Work request
Please copy each line below that contains the word "canvas".

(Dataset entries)
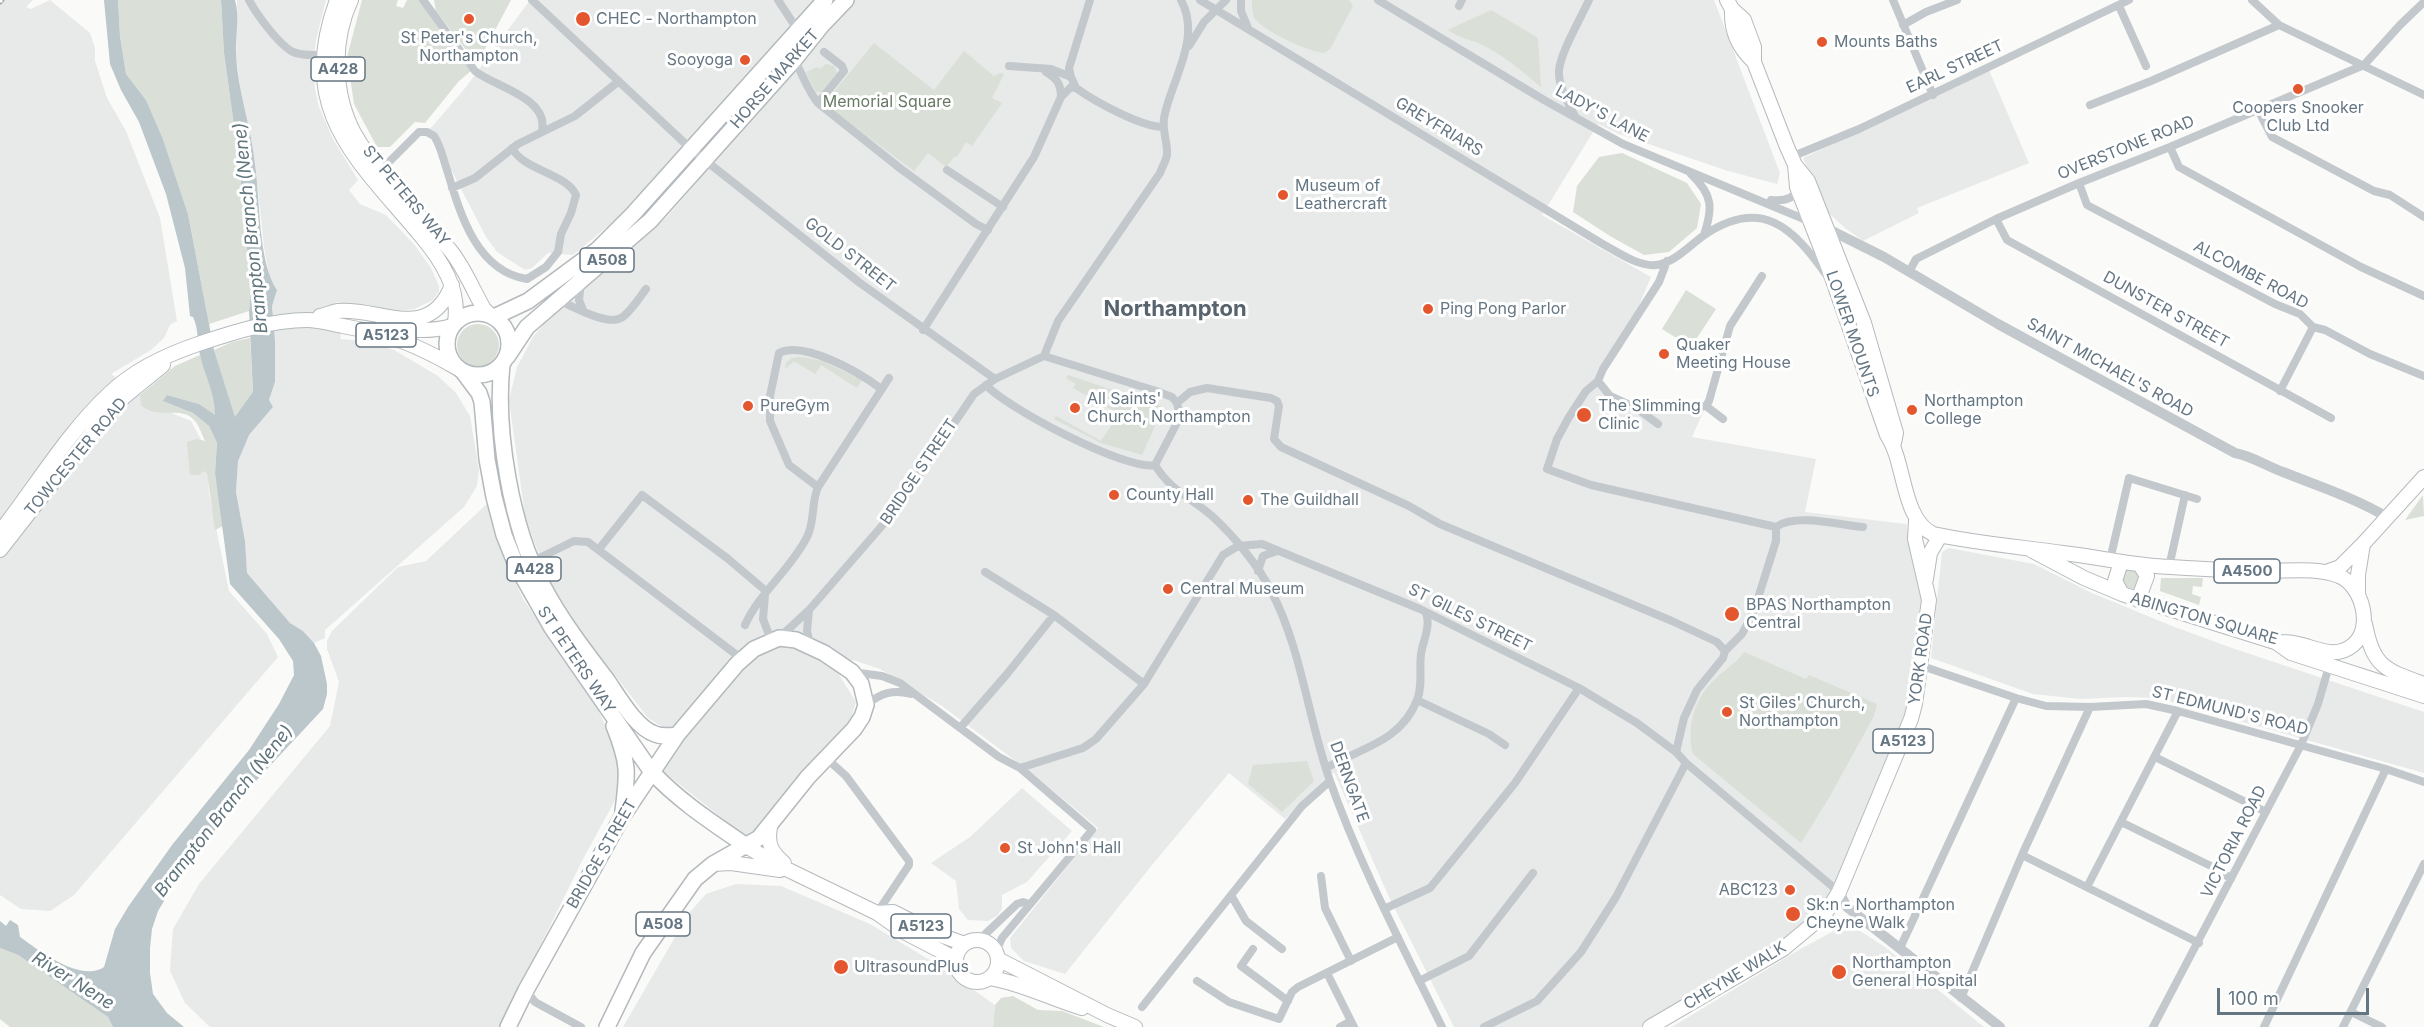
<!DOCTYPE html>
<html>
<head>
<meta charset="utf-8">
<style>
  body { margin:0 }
  #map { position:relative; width:2424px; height:1027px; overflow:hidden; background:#fafaf8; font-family:Inter,sans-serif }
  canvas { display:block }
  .scale { position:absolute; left:2217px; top:988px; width:152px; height:27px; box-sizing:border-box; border:3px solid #657683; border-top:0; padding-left:8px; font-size:18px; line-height:21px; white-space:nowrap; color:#657683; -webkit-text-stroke:4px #fff; paint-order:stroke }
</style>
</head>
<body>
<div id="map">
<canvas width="2424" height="1027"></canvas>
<div class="scale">100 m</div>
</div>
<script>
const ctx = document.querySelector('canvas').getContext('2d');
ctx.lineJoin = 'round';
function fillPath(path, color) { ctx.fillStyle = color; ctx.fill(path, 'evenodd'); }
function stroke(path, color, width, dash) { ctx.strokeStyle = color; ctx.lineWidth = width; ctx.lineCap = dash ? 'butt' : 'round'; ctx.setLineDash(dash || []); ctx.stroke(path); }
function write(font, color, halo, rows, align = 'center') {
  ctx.font = font + ' Inter,sans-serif'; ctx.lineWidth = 6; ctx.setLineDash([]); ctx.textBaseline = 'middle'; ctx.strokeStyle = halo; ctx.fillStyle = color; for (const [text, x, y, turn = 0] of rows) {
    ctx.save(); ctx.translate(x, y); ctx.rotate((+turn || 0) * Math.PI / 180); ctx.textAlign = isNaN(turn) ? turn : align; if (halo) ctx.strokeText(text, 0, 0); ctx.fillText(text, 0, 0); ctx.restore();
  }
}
fillPath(new Path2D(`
  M0 0H33L26 7 31 9 50 0 90 33 95 48V61L107 98 126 131 160 218 177 321 170 325 164 338 151 350 111 374 157 407 191 421 206 449 209 494 229 591 267 634 278 657 74 895 50 911 21 909 0 895Z
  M237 0H326L316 40 313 66 315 89 319 107 333 139 358 180 349 190 360 204 386 215 414 244 431 268 439 286V291L433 300 415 309 397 311 336 302 341 339 365 341 394 350 438 376 456 393 470 416 479 470 477 486 464 507 325 630V638L314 643 303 631 290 623 247 573 245 541 236 492 238 461 243 446 249 435 273 407 269 400 275 382V341L272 306 277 290 270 280 264 247 255 161 243 108 236 56Z
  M530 0H1714L1780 173 1777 184 1728 171 1619 134 1598 124 1542 215 1651 277 1627 334 1598 381 1610 396 1634 407 1706 406 1692 437 1816 459 1805 512 1906 524 1923 593V654L1899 751 1831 905 1764 961 1650 1027H1454L1388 895 1334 772 1285 819 1229 773 1152 865 1065 974 1024 961 1011 948 1010 938 1098 828 1033 774 942 706 880 669 853 660 838 673 856 702 851 719 758 830 746 837 660 769 682 739 648 718 580 630 547 577 525 516 509 400 517 367 533 337 551 315 667 217 698 181 671 158 618 218 573 255 548 253 532 268 525 270 497 252 486 237 430 129 466 87Z
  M1989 70 2029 163 1917 208 1919 213 1863 241 1845 228 1822 207 1803 158Z
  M490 501 507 564 523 599 598 709 617 752 620 773 618 795 583 859 500 1027H210L185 1003 170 971 173 929 199 884 330 726 339 682 327 649V641L332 631 398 567 426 561Z
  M1949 548 2034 564 2092 593 2172 626 2232 648 2424 712V773L2158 698 2126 697 2081 699 2033 694 1931 658 1942 552Z
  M1022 788 1072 831 1027 882 1002 895V909L997 916 988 921 968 920 959 909 956 881 931 863 970 837Z
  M736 884 781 886 870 924 938 965 995 1005 993 1027H623L689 913 706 894Z
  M1851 925 1885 947 1984 1027H1672L1797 951 1841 927 1848 928Z`), '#e8e9e9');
fillPath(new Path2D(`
  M118 0H221L224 53 239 162 251 291 249 311 209 324 188 214 163 139 146 100 126 74 120 36Z
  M362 0H398L396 6 403 8 407 0H419L471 71 459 81 425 123 415 122 390 147H377L354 104 347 57Z
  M434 0H511L477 64 436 11Z
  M1252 0H1349L1353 6 1330 49 1324 53C1309 52 1264 31 1255 19 1252 13 1252 6 1252 0Z
  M1491 10 1538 38 1541 87C1522 71 1501 53 1478 43 1467 39 1458 37 1448 30Z
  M874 43 934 90 964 51 994 76 1000 73 1004 74 992 98 1002 103 972 146 966 142 957 157 955 156 946 167 928 153 914 171 824 104Z
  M826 64 834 66 837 73 822 92H816L806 72 817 67 820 69Z
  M1622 153 1687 183 1701 204 1697 228 1669 252 1644 255 1610 236 1573 212 1577 186 1599 157Z
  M1686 290 1716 309 1691 347 1662 329Z
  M457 345a21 21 0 1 1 42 0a21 21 0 1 1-42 0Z
  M250 338 253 393 235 418 214 350 232 342Z
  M200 355 215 400V416L199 404 167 395 164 401 193 413 209 426 217 443 215 473 223 526 215 530 207 473 203 471 199 475H190L187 442 197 439 205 441C202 435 199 425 194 420 180 405 158 421 141 405L140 395 175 366Z
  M801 357 823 361 862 380 857 388 821 365 815 374 794 361 785 369 786 363 792 358Z
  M1068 375 1161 406 1162 410 1142 455 1101 443 1054 419 1056 416 1101 441 1113 423 1108 419 1112 410 1073 388 1076 384 1066 378Z
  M2423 495 2424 516 2405 520Z
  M2127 569 2137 571 2142 576 2135 589 2123 586 2121 573Z
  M2161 578H2203L2202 587 2193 586 2192 594 2201 597 2199 605 2160 591Z
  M1744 652 1806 679 1809 675 1877 704 1874 716 1830 796 1801 843 1693 754C1686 728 1694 700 1713 681 1723 670 1735 665 1744 652Z
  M1307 761 1314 781 1282 812 1248 784 1253 765Z
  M0 948 18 955 108 1017 113 1027H10L0 1019Z
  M1013 996 1038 1010 1062 1011 1104 1027H993L995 1005 1001 998Z`), '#dadfd7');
fillPath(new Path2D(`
  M104 0H118L120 36 126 74 146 100 163 139 188 214 214 350 235 417 253 392 249 311 251 291 239 162 224 53 221 0H235C240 17 235 37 236 55 238 92 251 127 255 164 260 198 258 263 277 290L272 306 275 341V382L269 400 273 407 249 435 238 461 236 492 245 541 247 573 290 623 303 631 314 643 321 656 327 684V694L323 709 253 784 184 868 158 911 152 929 150 948V973L153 994 167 1013 184 1027H113L108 1017 18 955 0 948V921L6 926 10 920 18 925 20 937C38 950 81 983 104 967L115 929 128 907 172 845 249 750 279 704 294 675 293 661 279 639 230 584 215 473 217 443 209 426 193 413 163 401 167 395 199 404 215 415C215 393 205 376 200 355 197 342 199 330 193 317L190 316 185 268 166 194 139 122 121 90 110 64Z`), '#bbc7cb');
const primary = new Path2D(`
  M337 0C296 111 356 158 421 236 442 261 460 289 455 322
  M351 0C332 41 333 93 354 133 378 176 418 212 450 250 464 267 473 290 484 309L491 316
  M1727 0 1732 9 1744 20 1754 47V62L1787 147 1795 165 1808 181 1864 323 1896 433 1894 443
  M1732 9C1731 31 1738 47 1754 62
  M1795 165 1797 187 1829 269 1887 435C1906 463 1901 518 1933 534 1976 543 2020 547 2063 553 2099 557 2135 566 2171 567 2203 569 2235 571 2267 571 2289 571 2318 567 2339 576 2362 585 2374 628 2353 645 2334 661 2314 646 2293 643 2287 642 2281 642 2275 642L2122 594 2084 578 2031 550
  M320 316C326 315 332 312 338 311 380 307 429 344 452 285
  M382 325C406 330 427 333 452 326
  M0 532C36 486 67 433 110 393 135 369 168 354 201 343 234 332 272 320 307 320 319 320 332 324 343 326 392 335 415 344 457 368
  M0 550 101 421 125 396 163 365
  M2121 562 2115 581 2122 594
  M2326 572 2340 567 2363 544 2424 477
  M1926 579 1930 553 1940 536
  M2358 593V575L2363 544
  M2138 600 2147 576 2140 565
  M2365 624C2373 667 2385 670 2424 684
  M2277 643 2291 653 2424 696
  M770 827C767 844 771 852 784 863
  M748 847 774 863 877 913 904 932 956 959
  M713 864 731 863 780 870
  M877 913 893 912 937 934 965 944
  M956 961a21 21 0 1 1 42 0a21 21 0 1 1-42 0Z
  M998 959 1107 1015 1135 1027
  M990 978C1022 983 1051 999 1082 1008
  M1650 1027 1783 949 1825 914 1839 892 1911 719 1915 704 1929 600 1915 539 1916 520`);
const trunk = new Path2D(`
  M447 344a31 31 0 1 1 62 0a31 31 0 1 1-62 0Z
  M494 317 528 301 597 250 633 214 825 0
  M507 357 527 327 650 221 794 60 822 25 846 0
  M502 364C495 430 511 527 543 586 561 620 584 650 607 680 618 696 636 728 655 734 662 737 669 736 677 735
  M464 373 479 393 482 402 487 459 494 497 504 535 516 565 552 628 651 771C680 802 713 823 748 847
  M614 726C629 763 628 773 623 811
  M508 1027 526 990 622 817 677 735 737 664 754 649 779 638 796 640 824 653 852 672 861 684 866 705 862 717 854 729 808 777 759 838 713 864 695 879 643 953 607 1027`);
stroke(primary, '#b5babe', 16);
stroke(trunk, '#b4b9bd', 18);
stroke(new Path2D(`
  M249 0C257 15 277 42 291 51 300 56 313 55 323 55
  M423 0 475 71C493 86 549 98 542 130
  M532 0 691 149 860 283 995 379
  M778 0 797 29 802 49
  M1200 0 1601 243C1616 251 1638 267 1656 265 1674 263 1689 246 1703 236 1761 196 1793 227 1827 276
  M1241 0V11L1248 28
  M1378 0 1544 100 1623 144 1811 222
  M1893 0 1933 95
  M2252 0 2279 25 2424 95
  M1459 6 1462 0
  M2119 6 2146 66
  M1903 25 1926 12 1957 0
  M1189 46 1204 22 1226 0
  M794 60C803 74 807 90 818 103L901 169 976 224 988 230
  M1009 66 1051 69 1071 77
  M1046 72C1056 78 1061 83 1061 97
  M1076 88C1094 101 1141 127 1163 127
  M1076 88 1071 77 1069 68 1090 0
  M818 103 844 71 842 66 824 52
  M2090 105 2151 81 2279 25
  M2257 108 2272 137 2374 191 2390 195 2424 217
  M1575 116C1568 104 1558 86 1559 71 1560 53 1581 18 1589 0
  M2170 147 2179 167 2361 267 2424 296
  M1791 157 1859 129 2129 0
  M381 170 419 132H427L434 136C441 146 443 159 447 170 460 213 476 271 527 279L546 267 558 252 561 234 571 213 576 195C566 173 524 171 512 148
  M947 170 1003 207
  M1691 174C1713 195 1713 208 1704 235
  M2079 183 2087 205 2275 304 2300 314 2313 327 2325 330 2370 354 2424 376
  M452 188 475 178 518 144 575 116 619 81
  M1771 200C1781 201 1794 200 1797 189
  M1996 219 2007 240 2331 418
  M1667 261 1659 282 1603 369 1598 381 1586 391 1569 417 1557 439 1547 469 1591 485 1776 527C1795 513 1840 525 1863 527
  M1909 272 1916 259 1996 219 2079 183 2170 147 2364 65 2400 25 2424 2
  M581 282 579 300 583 310
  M558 300C572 306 607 326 621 318 630 313 639 298 646 289
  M923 330 1034 157 1061 97 1071 87 1076 88
  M1044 356 1058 321 1160 173C1162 167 1166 161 1167 155 1168 143 1162 131 1164 118 1171 80 1202 39 1181 0
  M1044 356 1156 391 1172 397 1177 403
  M1598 381 1610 396 1634 407 1706 406 1709 401 1730 326 1762 276
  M986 385C1007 408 1126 471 1155 465
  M2280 391 2313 327
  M1177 403 1190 392 1207 388 1271 398 1277 401 1279 406 1274 439 1281 447 1409 506 1440 524 1672 621 1717 642 1725 651
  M1706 406 1723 419
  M1635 407 1658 424
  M1155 465C1171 491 1190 497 1212 516 1232 534 1259 566 1271 591 1301 647 1308 718 1329 778 1359 864 1402 945 1442 1027
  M1155 465 1180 417 1177 403
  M818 487 789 465 770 421V396L779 353C804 340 860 373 880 388
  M599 549 642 495 727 558 766 591
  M2110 560 2129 478 2197 499
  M531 562 574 541 588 542 742 659
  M2169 567 2185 495
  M1258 571 1263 556 1277 551
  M985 572 1054 615 1144 684
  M765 595 763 619 771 640
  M809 610 807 631 810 645
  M745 625C760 592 791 569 807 537 815 522 811 503 818 487L889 378
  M780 637 809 610 893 513 974 394 995 379 1044 356
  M1922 666 2016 698 2046 706 2090 707 2146 704 2178 711 2386 769 2424 782
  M852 672 882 676 900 683 999 757 1020 768 1092 830 1002 938 996 952
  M1417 700 1489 734 1505 745
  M866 705C881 693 893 689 911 694
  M960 728 1007 674 1054 615
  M1676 752 1684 718 1697 690 1723 658 1725 651 1742 634 1754 611 1776 541V527
  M2155 757 2266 812
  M826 758 846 776 909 861V865L877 913
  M1020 768 1083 748 1096 739 1144 684 1223 555 1238 546 1262 544 1420 609 1579 688 1637 723 1676 752 1686 763 1839 892
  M1326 768C1360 748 1401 742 1417 700 1423 686 1419 669 1421 654 1423 641 1431 626 1426 613
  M2121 822 2219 870 2231 879
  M2022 855 2199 943
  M1321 876 1325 908 1351 961
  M2087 887 2178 711
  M1231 895 1246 921 1282 949
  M1384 909 1430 888 1515 783 1579 688
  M979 940 1017 904 1023 902 1029 904
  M1900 948 2016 698
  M1253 949 1241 966 1288 1001
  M1327 973 1354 1027
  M1197 981 1229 1002 1279 1019 1292 992 1298 987 1398 937
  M1419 981 1469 956 1533 873
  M526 990 535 1002 581 1027
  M1961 998 2022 855 2090 707
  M1142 1007 1302 806 1330 781
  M2351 1012 2382 1027
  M1340 1027 1351 1021
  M1484 1027 1537 1001 1581 952 1616 897 1686 763
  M2153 1027 2301 745 2318 704 2329 666
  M2264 1027 2386 769
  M2343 1027 2424 864`), '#c3c8cc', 8);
stroke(new Path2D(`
  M1826 228 1884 257 1998 324 2235 453C2252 456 2266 466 2283 472 2318 486 2355 498 2387 517
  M1839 892 1847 907 2000 1027`), '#c3c8cc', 10);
stroke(primary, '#fff', 14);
stroke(trunk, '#fff', 15);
const rail = new Path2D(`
  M0 2 2 0`);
stroke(rail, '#a2aab0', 5);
stroke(rail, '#fff', 3, [9]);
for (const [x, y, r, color] of [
  [469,19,6,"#e4572e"],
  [583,19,8,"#e4572e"],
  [1822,42,6,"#e4572e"],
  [745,60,6,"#e4572e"],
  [2298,89,6,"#e4572e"],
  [1283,195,6,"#e4572e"],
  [1428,309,6,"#e4572e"],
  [1664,354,6,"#e4572e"],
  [748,406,6,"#e4572e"],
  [1075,408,6,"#e4572e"],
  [1912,410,6,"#e4572e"],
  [1584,415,8,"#e4572e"],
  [1114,495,6,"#e4572e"],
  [1248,500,6,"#e4572e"],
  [1168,589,6,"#e4572e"],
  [1732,614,8,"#e4572e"],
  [1727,712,6,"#e4572e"],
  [1005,848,6,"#e4572e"],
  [1790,890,6,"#e4572e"],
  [1793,914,8,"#e4572e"],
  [841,967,8,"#e4572e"],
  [1839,972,8,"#e4572e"]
]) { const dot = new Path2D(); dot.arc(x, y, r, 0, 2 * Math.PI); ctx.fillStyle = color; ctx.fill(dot); stroke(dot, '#fff', 2); }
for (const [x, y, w] of [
  [338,69,54],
  [607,260,54],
  [386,335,60],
  [534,569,54],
  [2247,571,66],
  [1903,741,60],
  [663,924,54],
  [921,926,60]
]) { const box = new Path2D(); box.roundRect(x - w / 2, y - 12, w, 24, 4.5); ctx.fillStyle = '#fff'; ctx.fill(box); stroke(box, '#657683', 1.5); }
write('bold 15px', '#657683', null, [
  ["A428",338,69],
  ["A508",607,260],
  ["A5123",386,335],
  ["A428",534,569],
  ["A4500",2247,571],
  ["A5123",1903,741],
  ["A508",663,924],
  ["A5123",921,926]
]);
write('16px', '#657683', '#fff', [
  ["CHEC - Northampton",596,19],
  ["St Peter's Church,",469,38,"center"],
  ["Northampton",469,56,"center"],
  ["Mounts Baths",1834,42],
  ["Sooyoga",733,60,"right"],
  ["Coopers Snooker",2298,108,"center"],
  ["Club Ltd",2298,126,"center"],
  ["Museum of",1295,186],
  ["Leathercraft",1295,204],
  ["Ping Pong Parlor",1440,309],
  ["Quaker",1676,345],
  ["Meeting House",1676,363],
  ["All Saints'",1087,399],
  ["Church, Northampton",1087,417],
  ["Northampton",1924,401],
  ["College",1924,419],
  ["PureGym",760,406],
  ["The Slimming",1598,406],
  ["Clinic",1598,424],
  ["County Hall",1126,495],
  ["The Guildhall",1260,500],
  ["Central Museum",1180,589],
  ["BPAS Northampton",1746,605],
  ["Central",1746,623],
  ["St Giles' Church,",1739,703],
  ["Northampton",1739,721],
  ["St John's Hall",1017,848],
  ["ABC123",1778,890,"right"],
  ["Sk:n - Northampton",1806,905],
  ["Cheyne Walk",1806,923],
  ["Northampton",1852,963],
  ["General Hospital",1852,981],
  ["UltrasoundPlus",854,967]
], 'left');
write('16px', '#657683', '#fff', [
  ["EARL STREET",1955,67,-25],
  ["HORSE MARKET",775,79,-49],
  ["LADY'S LANE",1602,114,28],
  ["GREYFRIARS",1439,127,31],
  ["OVERSTONE ROAD",2126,148,-22],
  ["ST PETERS WAY",406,196,50],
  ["GOLD STREET",850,255,38],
  ["ALCOMBE ROAD",2251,275,28],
  ["DUNSTER STREET",2166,310,29],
  ["LOWER MOUNTS",1852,334,71],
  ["SAINT MICHAEL'S ROAD",2110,368,29],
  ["TOWCESTER ROAD",76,457,-50],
  ["BRIDGE STREET",919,472,-56],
  ["ST GILES STREET",1470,618,26],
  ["ABINGTON SQUARE",2204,619,16],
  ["YORK ROAD",1921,659,-82],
  ["ST PETERS WAY",576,660,56],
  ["ST EDMUND'S ROAD",2230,711,14],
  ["DERNGATE",1349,782,70],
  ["VICTORIA ROAD",2234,842,-63],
  ["BRIDGE STREET",602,854,-60],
  ["CHEYNE WALK",1735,976,-31]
]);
write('16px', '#687a64', '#fff', [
  ["Memorial Square",887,102]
]);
write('italic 18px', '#60757c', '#fff', [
  ["Brampton Branch (Nene)",251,228,-96],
  ["Brampton Branch (Nene)",224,811,-52],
  ["River Nene",73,981,32]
]);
write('bold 22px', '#57646e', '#fff', [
  ["Northampton",1175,309]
]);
</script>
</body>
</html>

Solution to the problem
  canvas { display:block }
<canvas width="2424" height="1027"></canvas>
const ctx = document.querySelector('canvas').getContext('2d');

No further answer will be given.